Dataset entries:
════════════════

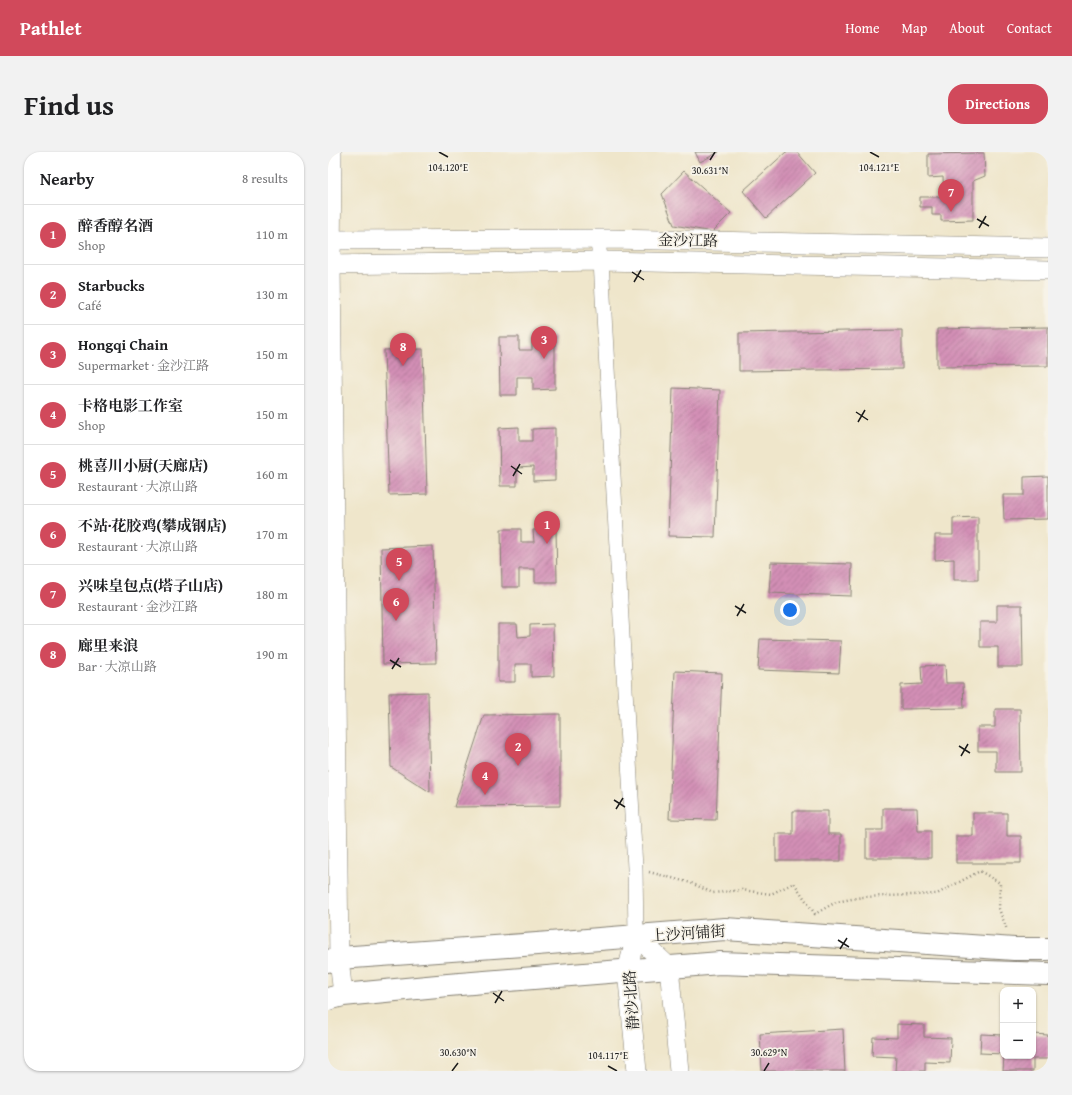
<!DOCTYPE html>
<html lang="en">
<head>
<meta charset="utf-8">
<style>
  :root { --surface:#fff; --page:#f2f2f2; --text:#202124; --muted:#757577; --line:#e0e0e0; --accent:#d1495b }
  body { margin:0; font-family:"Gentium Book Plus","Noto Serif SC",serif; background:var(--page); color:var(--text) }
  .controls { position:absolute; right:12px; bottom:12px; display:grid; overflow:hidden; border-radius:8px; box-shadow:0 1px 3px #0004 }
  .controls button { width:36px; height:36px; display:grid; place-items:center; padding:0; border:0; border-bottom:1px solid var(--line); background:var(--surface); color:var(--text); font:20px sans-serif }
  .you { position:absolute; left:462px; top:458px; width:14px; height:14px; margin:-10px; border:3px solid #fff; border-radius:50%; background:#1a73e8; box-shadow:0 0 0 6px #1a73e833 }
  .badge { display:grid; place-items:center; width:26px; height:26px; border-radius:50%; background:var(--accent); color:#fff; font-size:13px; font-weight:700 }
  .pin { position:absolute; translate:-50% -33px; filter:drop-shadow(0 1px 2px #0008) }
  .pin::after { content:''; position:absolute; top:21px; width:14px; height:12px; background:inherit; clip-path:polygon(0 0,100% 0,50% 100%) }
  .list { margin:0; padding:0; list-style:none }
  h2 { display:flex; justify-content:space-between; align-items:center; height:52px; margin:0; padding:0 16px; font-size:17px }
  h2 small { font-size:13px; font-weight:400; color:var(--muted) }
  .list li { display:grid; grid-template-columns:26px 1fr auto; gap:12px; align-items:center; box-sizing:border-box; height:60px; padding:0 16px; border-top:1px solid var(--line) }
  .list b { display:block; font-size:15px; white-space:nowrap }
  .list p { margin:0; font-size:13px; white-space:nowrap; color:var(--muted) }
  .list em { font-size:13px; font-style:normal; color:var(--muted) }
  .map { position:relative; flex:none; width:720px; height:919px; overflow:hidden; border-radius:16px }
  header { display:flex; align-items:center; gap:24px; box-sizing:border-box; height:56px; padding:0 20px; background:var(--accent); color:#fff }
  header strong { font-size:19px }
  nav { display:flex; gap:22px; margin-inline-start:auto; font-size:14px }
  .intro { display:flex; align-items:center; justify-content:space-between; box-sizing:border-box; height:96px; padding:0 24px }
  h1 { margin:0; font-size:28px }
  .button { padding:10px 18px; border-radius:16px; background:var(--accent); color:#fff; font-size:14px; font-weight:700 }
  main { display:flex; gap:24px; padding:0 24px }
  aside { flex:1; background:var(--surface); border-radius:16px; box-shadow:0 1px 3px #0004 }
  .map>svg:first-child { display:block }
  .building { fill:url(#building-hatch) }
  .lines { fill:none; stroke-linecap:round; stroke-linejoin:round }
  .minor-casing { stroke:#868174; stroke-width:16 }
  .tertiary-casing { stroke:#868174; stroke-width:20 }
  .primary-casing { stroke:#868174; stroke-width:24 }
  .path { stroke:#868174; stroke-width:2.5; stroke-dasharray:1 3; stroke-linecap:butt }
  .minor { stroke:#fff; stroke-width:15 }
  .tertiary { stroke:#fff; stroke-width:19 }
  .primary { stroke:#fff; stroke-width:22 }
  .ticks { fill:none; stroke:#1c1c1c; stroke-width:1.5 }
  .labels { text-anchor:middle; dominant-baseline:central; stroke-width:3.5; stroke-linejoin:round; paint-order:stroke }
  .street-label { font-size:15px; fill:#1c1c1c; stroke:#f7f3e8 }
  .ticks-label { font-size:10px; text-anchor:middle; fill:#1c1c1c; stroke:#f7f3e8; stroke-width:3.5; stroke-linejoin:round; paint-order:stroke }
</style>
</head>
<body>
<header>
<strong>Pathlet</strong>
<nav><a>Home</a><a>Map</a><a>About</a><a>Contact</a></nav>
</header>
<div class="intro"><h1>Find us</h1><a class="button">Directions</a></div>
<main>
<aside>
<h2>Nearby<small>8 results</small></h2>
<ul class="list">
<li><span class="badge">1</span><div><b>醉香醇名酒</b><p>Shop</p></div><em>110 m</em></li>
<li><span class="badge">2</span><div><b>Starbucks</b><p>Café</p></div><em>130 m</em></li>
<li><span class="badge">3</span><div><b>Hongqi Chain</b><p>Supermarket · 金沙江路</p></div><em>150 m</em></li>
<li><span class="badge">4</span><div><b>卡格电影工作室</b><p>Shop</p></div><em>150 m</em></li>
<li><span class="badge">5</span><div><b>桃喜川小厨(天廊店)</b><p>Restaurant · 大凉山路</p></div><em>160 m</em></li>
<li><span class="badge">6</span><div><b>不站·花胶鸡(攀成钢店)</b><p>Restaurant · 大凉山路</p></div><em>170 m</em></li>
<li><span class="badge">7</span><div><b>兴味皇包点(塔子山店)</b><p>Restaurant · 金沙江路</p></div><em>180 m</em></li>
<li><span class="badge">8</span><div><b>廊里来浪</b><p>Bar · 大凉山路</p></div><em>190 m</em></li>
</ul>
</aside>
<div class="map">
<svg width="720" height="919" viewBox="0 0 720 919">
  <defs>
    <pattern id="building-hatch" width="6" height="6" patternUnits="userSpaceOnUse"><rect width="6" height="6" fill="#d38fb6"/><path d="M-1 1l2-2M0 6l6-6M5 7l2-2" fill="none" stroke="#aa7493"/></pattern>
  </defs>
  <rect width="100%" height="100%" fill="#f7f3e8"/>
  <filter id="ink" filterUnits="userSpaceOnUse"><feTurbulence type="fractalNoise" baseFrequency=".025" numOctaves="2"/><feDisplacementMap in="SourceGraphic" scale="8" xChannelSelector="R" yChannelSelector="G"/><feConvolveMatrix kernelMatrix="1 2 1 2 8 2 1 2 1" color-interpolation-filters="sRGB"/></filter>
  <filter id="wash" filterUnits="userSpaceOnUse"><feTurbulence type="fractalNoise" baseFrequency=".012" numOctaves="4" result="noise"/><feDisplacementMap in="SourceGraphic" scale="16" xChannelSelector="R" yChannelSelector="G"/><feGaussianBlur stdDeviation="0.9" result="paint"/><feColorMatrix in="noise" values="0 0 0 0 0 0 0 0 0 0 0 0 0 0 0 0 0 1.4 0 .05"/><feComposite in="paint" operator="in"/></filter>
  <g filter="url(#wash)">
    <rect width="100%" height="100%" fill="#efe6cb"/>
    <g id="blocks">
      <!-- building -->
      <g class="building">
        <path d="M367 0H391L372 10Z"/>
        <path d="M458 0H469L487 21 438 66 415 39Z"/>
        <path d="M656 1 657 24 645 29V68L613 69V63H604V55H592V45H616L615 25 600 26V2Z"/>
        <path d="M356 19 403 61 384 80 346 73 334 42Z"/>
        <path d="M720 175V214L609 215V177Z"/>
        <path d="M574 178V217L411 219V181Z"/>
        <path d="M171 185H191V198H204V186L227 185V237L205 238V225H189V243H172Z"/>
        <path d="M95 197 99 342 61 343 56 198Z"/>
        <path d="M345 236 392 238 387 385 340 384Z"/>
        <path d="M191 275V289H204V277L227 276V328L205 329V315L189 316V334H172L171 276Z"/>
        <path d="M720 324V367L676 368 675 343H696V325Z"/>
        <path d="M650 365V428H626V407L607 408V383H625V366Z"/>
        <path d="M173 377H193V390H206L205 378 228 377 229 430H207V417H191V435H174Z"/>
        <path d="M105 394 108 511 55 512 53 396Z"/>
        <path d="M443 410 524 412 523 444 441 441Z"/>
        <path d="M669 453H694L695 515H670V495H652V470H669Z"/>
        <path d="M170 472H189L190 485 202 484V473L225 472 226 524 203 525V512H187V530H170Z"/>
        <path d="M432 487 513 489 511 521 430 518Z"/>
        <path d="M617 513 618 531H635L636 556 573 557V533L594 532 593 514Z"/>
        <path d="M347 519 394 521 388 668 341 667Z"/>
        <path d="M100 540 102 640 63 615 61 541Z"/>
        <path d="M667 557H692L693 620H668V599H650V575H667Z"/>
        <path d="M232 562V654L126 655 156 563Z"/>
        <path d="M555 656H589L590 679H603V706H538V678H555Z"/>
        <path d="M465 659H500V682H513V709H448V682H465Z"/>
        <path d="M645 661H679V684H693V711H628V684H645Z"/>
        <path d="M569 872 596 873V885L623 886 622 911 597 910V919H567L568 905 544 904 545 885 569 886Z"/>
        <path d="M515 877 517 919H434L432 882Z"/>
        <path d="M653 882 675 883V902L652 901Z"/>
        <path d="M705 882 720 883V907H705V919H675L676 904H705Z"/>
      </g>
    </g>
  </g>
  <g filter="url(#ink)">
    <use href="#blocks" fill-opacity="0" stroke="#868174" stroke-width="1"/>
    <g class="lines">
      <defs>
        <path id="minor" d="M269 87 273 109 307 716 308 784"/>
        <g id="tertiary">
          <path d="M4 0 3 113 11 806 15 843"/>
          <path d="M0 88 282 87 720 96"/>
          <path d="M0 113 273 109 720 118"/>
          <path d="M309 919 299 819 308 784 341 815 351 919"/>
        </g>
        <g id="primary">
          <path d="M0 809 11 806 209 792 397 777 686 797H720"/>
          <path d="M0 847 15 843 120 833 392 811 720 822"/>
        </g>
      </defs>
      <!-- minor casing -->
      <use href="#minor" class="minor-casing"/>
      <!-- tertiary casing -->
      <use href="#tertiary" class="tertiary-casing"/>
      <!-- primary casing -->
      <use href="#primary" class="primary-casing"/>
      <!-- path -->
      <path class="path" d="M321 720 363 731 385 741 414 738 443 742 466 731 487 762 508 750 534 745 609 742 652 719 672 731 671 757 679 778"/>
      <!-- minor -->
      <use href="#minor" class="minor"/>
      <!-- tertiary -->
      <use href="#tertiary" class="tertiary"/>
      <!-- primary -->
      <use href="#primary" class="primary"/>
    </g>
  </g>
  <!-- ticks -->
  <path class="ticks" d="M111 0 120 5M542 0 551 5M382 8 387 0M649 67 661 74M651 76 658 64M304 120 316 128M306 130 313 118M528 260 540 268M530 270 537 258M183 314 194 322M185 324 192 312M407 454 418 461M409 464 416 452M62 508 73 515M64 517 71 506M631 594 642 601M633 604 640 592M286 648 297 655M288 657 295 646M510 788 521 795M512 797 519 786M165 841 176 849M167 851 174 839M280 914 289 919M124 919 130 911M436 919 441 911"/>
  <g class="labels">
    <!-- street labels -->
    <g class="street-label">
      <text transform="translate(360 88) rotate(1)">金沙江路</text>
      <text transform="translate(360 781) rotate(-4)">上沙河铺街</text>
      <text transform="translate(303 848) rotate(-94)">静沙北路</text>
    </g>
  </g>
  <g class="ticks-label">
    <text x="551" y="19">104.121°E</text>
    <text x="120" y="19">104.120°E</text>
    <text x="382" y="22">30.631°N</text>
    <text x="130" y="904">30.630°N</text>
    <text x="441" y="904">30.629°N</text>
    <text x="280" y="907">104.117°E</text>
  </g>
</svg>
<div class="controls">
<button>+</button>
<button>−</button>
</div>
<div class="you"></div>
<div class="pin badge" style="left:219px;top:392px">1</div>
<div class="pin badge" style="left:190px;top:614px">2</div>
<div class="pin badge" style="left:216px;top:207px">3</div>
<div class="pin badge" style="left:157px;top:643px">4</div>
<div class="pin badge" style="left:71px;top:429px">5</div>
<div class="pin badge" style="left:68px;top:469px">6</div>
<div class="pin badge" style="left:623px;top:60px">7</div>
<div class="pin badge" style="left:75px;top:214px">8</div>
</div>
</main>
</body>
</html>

════════════════

■ Work instruction:
Which lines of the records hold the string "controls"? Copy each one.

■ Completed task:
  .controls { position:absolute; right:12px; bottom:12px; display:grid; overflow:hidden; border-radius:8px; box-shadow:0 1px 3px #0004 }
  .controls button { width:36px; height:36px; display:grid; place-items:center; padding:0; border:0; border-bottom:1px solid var(--line); background:var(--surface); color:var(--text); font:20px sans-serif }
<div class="controls">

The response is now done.